Она сорвала травинку, аккуратно обвила ее вокруг пальца и сказала ему, как он хорош, не просто как ученик, но вообще — как человек. И спросила, не хочет ли он попытать счастья в театре. Если у него ничего не получится, он всегда может вернуться домой и поступить в колледж. В горный колледж, куда его хотел отправить отец. Он так и не понял, было ли это предложение продиктовано тем, что она любила его, или просто тем, сколько сил и энергии она в него вложила. Причем для него это не имело никакого значения, ибо он уже давно для себя все решил. Он испытывал к ней благодарность — и любовь. И он гордился тем, что они вдвоем сумели создать. И был еще его родной отец, Сэм, из-под чьего грозного крыла он мечтал вырваться.

— Куда мне лучше поехать?

Она рассказала ему о городском театре в Пасадене, где один ее старый знакомый был членом художественного совета.
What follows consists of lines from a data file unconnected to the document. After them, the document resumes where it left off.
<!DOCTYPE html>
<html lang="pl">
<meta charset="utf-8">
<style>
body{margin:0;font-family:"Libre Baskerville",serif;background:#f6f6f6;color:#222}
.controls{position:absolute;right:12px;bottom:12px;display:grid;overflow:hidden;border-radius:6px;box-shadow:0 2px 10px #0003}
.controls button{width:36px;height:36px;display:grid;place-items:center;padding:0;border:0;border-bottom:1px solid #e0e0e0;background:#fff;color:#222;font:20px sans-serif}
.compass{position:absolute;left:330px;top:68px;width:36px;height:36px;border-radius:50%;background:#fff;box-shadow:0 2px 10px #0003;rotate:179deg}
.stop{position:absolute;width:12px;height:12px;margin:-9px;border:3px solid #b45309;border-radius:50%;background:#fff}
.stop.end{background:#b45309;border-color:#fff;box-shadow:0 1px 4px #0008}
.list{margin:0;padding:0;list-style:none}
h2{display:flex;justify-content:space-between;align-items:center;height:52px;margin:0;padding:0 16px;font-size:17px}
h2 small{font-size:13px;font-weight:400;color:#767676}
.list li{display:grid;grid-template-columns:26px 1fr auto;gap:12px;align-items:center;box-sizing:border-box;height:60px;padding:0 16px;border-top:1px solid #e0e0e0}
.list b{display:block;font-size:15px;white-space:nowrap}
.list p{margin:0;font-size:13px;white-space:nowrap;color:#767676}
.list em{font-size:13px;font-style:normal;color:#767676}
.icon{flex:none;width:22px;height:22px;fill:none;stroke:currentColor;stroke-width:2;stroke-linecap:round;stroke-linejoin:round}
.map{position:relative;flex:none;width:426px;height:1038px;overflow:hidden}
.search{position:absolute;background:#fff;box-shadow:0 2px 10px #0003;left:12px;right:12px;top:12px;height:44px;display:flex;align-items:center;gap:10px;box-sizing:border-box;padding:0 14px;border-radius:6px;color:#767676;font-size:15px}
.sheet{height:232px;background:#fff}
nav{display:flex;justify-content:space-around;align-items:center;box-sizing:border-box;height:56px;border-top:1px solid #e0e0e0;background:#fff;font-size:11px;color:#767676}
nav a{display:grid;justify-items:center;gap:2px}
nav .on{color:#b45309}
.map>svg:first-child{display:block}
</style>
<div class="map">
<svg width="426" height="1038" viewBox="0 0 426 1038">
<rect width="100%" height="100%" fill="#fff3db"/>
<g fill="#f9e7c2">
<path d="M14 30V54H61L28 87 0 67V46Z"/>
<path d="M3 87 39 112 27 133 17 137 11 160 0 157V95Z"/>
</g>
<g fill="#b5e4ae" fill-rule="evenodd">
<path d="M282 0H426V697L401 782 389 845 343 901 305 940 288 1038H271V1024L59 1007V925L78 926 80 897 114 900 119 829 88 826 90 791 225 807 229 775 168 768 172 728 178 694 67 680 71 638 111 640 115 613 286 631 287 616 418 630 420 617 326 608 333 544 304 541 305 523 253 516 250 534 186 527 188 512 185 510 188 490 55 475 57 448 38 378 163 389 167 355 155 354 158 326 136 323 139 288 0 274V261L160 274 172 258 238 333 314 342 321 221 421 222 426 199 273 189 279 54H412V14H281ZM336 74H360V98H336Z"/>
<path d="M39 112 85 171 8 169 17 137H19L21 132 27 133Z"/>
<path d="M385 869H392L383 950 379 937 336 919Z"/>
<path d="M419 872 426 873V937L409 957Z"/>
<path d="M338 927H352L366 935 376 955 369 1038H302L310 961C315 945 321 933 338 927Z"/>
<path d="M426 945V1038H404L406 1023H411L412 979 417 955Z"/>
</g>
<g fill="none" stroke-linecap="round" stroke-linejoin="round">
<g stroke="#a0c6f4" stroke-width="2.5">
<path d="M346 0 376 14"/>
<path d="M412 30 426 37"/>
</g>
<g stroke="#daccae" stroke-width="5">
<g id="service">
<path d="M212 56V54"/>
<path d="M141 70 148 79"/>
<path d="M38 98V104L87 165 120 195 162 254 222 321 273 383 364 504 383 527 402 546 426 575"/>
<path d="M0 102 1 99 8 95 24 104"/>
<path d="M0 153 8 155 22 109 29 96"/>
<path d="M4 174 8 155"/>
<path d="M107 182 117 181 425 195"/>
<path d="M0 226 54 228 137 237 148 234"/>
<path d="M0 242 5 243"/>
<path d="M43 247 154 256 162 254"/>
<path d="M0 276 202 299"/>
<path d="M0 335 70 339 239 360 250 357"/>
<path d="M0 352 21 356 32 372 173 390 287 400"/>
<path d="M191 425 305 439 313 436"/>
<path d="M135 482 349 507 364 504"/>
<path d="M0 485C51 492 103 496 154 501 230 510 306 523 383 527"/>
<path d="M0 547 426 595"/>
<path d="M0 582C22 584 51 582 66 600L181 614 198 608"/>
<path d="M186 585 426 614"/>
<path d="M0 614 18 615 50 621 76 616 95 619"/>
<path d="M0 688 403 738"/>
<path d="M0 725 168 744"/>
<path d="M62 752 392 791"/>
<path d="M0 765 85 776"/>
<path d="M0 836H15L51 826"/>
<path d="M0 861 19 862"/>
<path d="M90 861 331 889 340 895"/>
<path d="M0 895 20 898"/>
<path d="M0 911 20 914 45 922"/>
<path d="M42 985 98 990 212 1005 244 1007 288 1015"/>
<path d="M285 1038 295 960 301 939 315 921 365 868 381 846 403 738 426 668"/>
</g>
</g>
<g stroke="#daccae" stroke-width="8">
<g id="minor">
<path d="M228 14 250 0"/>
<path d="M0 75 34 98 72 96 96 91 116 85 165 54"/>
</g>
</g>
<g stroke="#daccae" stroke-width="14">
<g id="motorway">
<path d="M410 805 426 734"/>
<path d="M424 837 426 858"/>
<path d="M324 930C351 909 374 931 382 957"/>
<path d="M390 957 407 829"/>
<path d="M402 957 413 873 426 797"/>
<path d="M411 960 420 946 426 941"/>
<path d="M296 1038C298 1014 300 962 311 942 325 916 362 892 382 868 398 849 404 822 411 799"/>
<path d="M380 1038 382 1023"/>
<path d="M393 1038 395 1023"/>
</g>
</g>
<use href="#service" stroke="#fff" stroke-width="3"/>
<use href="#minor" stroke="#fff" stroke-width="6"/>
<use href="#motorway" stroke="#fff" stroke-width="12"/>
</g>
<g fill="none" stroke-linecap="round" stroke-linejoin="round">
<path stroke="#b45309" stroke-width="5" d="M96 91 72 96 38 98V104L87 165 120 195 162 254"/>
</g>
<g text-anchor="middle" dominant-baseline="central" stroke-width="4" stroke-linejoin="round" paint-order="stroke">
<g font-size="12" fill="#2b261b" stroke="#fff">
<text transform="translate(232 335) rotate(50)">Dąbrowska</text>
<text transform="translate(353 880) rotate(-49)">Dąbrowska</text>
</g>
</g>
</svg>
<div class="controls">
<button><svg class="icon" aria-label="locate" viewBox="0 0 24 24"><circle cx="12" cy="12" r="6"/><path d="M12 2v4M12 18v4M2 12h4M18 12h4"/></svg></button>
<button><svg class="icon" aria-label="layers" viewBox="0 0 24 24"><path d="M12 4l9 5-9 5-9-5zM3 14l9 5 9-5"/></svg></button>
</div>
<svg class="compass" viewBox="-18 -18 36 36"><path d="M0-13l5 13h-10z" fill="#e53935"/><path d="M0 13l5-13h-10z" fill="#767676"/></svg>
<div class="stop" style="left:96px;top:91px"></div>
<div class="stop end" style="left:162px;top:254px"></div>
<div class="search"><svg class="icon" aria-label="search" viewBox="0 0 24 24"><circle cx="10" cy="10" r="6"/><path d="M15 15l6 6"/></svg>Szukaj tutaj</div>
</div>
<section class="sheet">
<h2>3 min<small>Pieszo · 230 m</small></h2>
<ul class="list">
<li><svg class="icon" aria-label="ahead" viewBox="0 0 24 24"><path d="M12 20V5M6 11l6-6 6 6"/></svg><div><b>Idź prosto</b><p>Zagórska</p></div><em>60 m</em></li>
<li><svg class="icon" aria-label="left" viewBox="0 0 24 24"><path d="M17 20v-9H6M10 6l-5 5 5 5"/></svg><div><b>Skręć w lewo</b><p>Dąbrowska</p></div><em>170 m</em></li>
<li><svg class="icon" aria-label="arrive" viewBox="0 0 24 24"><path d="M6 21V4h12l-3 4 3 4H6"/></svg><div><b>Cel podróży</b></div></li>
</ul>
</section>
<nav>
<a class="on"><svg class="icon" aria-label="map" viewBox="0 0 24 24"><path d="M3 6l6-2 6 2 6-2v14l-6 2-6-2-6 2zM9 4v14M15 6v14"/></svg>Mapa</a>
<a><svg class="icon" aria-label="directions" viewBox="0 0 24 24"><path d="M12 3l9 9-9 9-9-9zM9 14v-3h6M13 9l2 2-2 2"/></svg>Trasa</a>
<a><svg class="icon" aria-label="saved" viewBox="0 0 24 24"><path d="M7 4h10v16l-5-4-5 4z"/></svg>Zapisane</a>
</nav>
Он поразмышлял над ее словами некоторое время, потом улыбнулся и сказал:

— Ну, наверно, я мог бы попробовать.

Она поцеловала его и побежала прочь, а он погнался за ней и быстро настиг. Но когда он раздел ее и начал стаскивать с себя брюки, она опять бросилась от него, и он опять побежал за ней. Они походили на двух чудесных лесных существ — нимфу и фавна, играющих в прятки, и она уже почти позволила ему поймать себя, а потом опять бросилась от него со всех ног и прыгнула в обжигающе холодную воду озерца. Он прыгнул за ней, схватил и попытался овладеть ею прямо в воде. Но было слишком холодно. Вода была ледяная, и у него ничего не получилось. Он держал ее в своих объятиях, и ее маленькие грудки были похожи на два цветка, тонких и хрупких. Она прильнула к нему, обвив его руками, как лоза обвивает ствол дерева.

Они вернулись домой так и не насладившись друг другом. И ему этот день врезался в память даже сильнее, чем другие дни, когда они занимались любовью. Из-за постигшей его неудачи? Или из-за деликатности миссис Тэтчер — Лилы, — которая не стала настаивать, чтобы он все-таки выполнил ее желание, довел начатое до конца.

Он написал в театр Пасадены, а она написала своему приятелю, и его приняли учеником в труппу. Сэм был вне себя от ярости. Все годы его педантично правильной жизни пошли насмарку — и все из-за его мальчишки, единственного сына, и поэтому он был вне себя от ярости. Это бремя незаконнорожденности, которое нес на себе Сэм, временами с трудом справляясь с ним, теперь давило на него тяжелее, чем когда-либо прежде, ибо отъезд сына в театр казался ему возвращением в тот призрачный ненадежный мирок, из которого вынырнул когда-то тот проходимец, — только для того, чтобы зачать его и сгинуть. Все долгие годы смирения и праведности, все побои и нагоняи, предназначавшиеся Амосу, все нотации, прочитанные ему, все-все оказалось напрасным, — Амос уехал, и Сэм ему ни слова не сказал. Он даже не сказал ему: «Пропади ты пропадом!» — не говоря уж «До свидания».

Амос уехал в Пасадену. Он изменил свое имя. «Амос» звучало по-библейски напыщенно. Он просто опустил его и стал пользоваться своим вторым именем: Мередит Хаусмен. Через пять недель после приезда в Пасадену он получил известие, что его отец скончался, — у него лопнул сосуд в мозгу, и он умер. Вот так просто.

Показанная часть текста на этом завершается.